● **Input data**:
/---

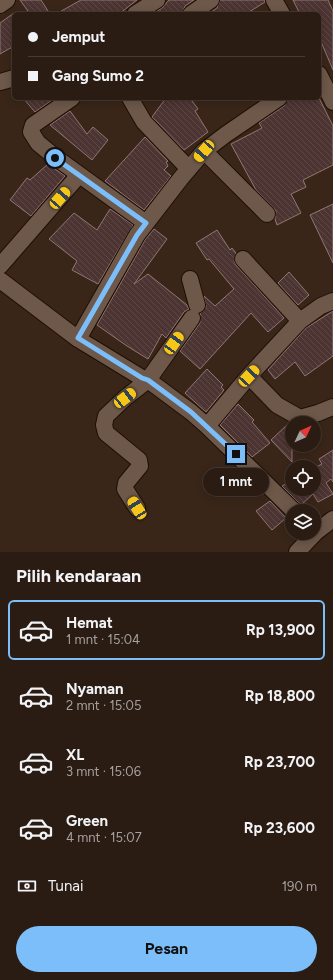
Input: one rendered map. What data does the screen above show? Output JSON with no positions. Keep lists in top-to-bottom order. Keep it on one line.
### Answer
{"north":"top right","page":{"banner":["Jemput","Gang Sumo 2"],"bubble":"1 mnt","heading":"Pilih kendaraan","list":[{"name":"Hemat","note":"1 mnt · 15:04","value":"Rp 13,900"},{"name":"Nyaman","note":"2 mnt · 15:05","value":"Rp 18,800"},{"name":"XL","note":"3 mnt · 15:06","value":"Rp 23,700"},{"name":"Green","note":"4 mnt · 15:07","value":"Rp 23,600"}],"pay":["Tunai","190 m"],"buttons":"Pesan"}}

\---

The material above should be printed again exactly, with each picture left out.

● **Reply to the exercise**:
Input: one rendered map. What data does the screen above show? Output JSON with no positions. Keep lists in top-to-bottom order. Keep it on one line.
### Answer
{"north":"top right","page":{"banner":["Jemput","Gang Sumo 2"],"bubble":"1 mnt","heading":"Pilih kendaraan","list":[{"name":"Hemat","note":"1 mnt · 15:04","value":"Rp 13,900"},{"name":"Nyaman","note":"2 mnt · 15:05","value":"Rp 18,800"},{"name":"XL","note":"3 mnt · 15:06","value":"Rp 23,700"},{"name":"Green","note":"4 mnt · 15:07","value":"Rp 23,600"}],"pay":["Tunai","190 m"],"buttons":"Pesan"}}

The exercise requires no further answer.